「私にとって五木さんとの対談の最大の成果は『吹っ切れとる』『デラシネ』で生きることが、『私たちはどう生きるか』の問いに答えるヒントになることを教えられたことである」(姜尚中)――。五木寛之さんは、生後まもなく朝鮮に渡り、47年に引揚げる。姜尚中さんには「静謐な『悲しみ』の感覚が姜さんの身辺に漂っているようだが、その冷静さの背後にあるものが、じつは地底のマグマのように熱く激しい情熱であることを小説『母―オモニ―』は伝えてくれる。冷静どころか阿蘇の大山よりも熱いマグマを底にひそめた静けさなのだ」(五木寛之)という。「デラシネ」は悲哀に満ちた「根無し草」と否定的に使われるが、「力ずくで土地から根扱ぎ(ねこぎ)された人々」であり、「移植されることでより強くなった草」を指すと考えれば、「難民として漂流して生きていくのだったら、そこで生きていく思想とか希望というものをつくり出さなければならない」(五木寛之)、「運命です。難民としての運命を引き受けるしかない」(姜尚中)という。
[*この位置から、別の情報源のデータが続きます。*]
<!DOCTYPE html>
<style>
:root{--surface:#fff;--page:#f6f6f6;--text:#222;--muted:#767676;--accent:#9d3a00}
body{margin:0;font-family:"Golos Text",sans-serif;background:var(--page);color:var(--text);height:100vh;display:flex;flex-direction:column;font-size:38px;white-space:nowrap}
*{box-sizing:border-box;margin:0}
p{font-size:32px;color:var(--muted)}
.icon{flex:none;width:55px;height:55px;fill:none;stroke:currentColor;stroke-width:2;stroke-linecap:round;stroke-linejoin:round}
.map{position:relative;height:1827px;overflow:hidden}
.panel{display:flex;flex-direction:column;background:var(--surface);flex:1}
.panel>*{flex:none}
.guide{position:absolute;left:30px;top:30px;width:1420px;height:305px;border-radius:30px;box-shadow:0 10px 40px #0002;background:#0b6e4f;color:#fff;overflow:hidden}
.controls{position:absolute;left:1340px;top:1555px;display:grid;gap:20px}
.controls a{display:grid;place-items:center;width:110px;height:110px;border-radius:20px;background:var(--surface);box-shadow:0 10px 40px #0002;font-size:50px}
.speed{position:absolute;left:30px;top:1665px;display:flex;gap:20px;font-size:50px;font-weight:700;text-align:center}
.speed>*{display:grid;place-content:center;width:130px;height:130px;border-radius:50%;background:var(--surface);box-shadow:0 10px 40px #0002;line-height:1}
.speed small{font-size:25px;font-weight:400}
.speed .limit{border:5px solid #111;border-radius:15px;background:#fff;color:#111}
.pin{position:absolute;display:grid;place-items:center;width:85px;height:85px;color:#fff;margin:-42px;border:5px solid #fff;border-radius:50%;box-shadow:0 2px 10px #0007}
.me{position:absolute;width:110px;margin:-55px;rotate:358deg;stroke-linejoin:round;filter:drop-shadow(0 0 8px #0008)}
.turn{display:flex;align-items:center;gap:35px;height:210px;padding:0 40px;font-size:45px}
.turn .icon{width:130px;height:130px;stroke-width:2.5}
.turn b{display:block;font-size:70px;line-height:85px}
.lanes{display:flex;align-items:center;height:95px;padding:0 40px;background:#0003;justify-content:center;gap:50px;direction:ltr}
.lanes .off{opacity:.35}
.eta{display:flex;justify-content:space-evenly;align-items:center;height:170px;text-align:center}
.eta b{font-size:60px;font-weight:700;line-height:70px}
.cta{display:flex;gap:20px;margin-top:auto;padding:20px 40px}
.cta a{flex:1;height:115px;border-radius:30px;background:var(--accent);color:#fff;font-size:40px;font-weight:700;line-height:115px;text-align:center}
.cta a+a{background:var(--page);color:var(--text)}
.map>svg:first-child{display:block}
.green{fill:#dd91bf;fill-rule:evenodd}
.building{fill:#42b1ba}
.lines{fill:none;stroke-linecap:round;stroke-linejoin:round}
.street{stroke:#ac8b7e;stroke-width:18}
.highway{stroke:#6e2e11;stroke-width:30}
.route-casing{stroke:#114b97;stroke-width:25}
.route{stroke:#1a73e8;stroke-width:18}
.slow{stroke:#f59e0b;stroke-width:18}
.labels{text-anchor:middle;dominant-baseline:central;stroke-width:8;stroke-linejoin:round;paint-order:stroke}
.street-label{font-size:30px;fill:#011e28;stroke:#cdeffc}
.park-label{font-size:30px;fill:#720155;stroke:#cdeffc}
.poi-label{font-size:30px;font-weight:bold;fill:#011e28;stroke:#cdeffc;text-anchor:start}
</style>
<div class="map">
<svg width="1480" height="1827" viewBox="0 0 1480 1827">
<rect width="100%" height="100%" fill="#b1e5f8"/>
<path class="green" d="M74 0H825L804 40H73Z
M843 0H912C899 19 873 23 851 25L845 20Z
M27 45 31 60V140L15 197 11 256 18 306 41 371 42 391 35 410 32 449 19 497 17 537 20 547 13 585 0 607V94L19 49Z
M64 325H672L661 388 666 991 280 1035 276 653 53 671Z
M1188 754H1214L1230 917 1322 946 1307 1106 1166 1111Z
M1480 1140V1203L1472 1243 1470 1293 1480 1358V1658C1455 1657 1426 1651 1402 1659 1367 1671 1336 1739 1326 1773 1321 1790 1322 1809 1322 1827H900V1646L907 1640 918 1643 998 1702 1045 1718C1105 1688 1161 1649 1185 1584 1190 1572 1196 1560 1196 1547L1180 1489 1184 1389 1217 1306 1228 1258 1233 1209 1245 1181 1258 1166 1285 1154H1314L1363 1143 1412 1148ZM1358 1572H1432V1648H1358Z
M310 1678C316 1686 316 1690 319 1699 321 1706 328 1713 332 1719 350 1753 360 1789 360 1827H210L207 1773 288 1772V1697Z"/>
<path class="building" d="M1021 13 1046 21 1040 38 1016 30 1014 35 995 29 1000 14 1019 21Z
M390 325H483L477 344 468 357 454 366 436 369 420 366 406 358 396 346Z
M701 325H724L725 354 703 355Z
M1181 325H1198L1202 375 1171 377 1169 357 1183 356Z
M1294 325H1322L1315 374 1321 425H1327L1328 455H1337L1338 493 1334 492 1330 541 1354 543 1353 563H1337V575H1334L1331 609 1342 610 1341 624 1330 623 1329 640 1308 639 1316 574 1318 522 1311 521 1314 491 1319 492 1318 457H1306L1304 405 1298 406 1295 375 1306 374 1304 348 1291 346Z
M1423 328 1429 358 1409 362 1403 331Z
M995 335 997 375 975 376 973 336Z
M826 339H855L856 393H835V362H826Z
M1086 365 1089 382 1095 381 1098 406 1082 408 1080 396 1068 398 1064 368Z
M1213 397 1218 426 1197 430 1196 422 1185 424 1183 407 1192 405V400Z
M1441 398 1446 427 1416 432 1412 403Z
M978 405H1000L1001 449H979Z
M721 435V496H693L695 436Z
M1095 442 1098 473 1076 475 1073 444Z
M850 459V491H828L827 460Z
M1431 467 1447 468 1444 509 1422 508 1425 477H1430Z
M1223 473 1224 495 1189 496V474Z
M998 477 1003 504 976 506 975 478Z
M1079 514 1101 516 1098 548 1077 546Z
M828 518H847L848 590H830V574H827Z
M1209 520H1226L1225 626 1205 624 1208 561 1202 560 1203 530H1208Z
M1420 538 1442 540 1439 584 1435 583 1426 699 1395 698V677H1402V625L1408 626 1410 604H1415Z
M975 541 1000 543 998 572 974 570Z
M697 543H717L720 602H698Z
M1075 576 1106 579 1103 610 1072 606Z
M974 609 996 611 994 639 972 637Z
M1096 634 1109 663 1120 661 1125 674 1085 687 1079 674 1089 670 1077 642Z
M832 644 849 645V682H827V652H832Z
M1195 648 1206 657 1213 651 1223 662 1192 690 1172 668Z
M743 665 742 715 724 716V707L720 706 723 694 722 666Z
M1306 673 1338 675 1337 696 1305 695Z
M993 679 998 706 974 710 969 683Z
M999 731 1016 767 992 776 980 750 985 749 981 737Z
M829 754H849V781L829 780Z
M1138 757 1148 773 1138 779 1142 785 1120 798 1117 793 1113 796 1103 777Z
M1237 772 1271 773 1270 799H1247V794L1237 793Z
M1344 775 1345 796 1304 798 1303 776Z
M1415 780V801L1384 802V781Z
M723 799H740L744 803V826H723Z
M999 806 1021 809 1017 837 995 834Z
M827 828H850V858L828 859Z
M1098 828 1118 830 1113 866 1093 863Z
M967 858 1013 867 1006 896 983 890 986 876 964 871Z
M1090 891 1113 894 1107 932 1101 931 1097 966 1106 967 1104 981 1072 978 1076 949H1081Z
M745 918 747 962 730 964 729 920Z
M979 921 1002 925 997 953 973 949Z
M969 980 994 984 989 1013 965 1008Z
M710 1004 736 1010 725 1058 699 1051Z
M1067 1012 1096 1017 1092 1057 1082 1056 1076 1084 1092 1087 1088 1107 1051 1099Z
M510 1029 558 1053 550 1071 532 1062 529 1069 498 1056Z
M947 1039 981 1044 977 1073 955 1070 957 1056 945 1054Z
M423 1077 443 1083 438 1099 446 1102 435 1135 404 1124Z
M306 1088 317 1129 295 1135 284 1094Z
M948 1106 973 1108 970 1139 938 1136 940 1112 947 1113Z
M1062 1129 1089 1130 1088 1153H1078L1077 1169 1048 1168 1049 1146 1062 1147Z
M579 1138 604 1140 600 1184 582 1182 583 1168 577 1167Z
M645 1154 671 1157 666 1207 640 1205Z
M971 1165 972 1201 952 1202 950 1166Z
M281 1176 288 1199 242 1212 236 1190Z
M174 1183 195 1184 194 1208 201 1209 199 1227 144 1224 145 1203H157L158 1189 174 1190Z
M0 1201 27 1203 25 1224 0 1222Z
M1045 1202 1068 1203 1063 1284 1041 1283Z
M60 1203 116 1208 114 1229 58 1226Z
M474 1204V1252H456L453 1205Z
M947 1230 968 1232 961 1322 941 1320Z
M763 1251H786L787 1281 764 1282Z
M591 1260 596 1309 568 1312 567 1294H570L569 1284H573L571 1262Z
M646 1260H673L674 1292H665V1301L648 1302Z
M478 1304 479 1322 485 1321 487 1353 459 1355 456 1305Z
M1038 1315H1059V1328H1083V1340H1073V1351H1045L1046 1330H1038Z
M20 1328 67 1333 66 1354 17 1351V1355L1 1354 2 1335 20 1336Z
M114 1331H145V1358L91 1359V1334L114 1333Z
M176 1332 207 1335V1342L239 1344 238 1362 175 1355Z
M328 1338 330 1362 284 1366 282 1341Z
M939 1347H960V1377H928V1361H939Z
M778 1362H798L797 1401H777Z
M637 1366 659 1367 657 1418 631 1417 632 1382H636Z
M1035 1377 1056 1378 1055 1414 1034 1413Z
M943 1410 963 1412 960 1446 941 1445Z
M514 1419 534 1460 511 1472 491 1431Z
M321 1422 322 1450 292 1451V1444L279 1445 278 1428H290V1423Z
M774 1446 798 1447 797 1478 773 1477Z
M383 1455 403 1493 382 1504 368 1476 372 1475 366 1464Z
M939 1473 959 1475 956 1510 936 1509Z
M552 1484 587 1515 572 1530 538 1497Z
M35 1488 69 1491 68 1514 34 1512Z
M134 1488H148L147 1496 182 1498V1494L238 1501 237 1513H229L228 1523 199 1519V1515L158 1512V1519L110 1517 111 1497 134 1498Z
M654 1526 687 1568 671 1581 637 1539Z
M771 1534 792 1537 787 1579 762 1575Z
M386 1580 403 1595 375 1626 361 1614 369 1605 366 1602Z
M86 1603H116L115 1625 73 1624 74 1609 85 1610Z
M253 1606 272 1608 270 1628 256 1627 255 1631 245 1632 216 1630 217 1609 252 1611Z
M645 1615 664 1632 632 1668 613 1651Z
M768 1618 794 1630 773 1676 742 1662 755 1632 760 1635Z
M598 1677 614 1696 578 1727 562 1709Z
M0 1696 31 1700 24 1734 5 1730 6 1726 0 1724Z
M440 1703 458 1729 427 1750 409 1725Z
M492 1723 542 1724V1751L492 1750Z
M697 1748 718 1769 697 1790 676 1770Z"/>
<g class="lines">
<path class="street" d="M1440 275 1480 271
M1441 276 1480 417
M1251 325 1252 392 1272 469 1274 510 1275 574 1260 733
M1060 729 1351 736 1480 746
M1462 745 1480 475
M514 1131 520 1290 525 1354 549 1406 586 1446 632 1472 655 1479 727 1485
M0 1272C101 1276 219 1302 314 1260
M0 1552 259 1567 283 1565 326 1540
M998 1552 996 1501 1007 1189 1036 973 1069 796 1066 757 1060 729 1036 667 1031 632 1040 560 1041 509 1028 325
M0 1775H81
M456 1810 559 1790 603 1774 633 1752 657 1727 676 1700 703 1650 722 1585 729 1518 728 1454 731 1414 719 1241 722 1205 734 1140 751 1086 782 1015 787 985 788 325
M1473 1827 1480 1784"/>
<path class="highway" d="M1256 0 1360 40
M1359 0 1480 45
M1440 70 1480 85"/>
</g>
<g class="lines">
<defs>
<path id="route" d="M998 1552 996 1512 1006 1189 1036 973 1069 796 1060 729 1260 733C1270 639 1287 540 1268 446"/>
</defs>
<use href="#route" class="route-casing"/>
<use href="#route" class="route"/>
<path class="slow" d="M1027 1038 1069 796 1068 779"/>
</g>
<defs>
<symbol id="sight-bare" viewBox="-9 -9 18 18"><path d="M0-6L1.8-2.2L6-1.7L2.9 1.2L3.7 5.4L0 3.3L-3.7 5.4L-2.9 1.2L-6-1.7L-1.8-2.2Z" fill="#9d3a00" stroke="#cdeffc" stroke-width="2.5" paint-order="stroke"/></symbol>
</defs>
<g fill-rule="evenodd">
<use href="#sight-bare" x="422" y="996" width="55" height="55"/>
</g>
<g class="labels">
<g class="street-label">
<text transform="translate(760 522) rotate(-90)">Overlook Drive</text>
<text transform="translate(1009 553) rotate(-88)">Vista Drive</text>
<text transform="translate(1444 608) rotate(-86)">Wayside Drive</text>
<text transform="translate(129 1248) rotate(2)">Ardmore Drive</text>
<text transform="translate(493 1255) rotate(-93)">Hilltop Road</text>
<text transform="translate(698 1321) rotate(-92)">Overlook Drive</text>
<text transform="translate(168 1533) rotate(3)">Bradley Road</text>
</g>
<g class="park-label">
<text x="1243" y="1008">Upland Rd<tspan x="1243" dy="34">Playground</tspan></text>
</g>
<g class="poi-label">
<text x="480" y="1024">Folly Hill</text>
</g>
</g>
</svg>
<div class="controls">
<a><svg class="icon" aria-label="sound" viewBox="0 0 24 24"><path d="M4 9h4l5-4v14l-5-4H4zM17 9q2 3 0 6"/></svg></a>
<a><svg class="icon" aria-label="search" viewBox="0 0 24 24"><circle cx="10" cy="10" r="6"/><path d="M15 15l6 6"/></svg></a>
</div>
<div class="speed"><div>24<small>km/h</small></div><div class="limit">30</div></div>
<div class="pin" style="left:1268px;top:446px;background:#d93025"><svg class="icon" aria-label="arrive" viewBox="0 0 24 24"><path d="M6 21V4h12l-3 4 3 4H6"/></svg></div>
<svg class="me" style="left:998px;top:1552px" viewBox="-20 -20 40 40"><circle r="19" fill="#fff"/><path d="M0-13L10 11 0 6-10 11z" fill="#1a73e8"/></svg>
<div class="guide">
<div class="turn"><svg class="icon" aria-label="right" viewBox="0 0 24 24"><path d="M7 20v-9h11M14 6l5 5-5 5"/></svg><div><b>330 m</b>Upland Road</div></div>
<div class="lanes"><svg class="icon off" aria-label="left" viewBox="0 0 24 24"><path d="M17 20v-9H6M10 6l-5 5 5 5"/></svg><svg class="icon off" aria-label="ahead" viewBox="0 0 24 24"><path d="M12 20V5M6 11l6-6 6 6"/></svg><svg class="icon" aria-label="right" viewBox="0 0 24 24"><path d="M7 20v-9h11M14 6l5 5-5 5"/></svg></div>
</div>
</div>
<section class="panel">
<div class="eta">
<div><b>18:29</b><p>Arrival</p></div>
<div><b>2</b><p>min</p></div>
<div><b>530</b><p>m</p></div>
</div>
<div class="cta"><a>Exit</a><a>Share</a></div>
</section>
日本の歴史において「躁の時代」と「鬱の時代」があり、今は「鬱の時代」。その運命を引き受け、「諦める(あきらかに究める)」ことで新しいスタートができる。「中間とか中庸ということばは、過不足がない平均的な感じがして、曖昧に思われるかもしれないが、本来は鵺的なものも含むとてもダイナミックなもの」「美術は優しいメロディーを聴いていうちに心が変化するように、無意識のうちに感性を変革する強い力をもっている」「明治には明るさと暗さがある。漱石は明治という時代に対してアンヴィヴァレントだった」「落地成根。働く場所がふるさとだ」「海外の今の状況は外部の力によって無理やり追われ移住させられる漂流。航海者でなく漂流者」「自由というものは限られている。かなり限定されている。その中で人間は動いていかざるをえない。それを受け入れる覚悟。そこで初めて自由になるのかもしれない」「社会の許容範囲が狭くなればなるほど、人を裁きたくなる。黒か白かを。・・・・・・今の世論や風俗の現象は、ものすごく狭隘なものが跋扈して、効率、生産性で計算して社会保障などで"無益な人"という存在は否定される。・・・・・・西部邁さんは人を批判はするが裁いてはいなかった」・・・・・・。
西部邁、廣松渉、高橋和巳、網野善彦・・・・・・。著作でなじみのある人々があまりにも共通して驚いた。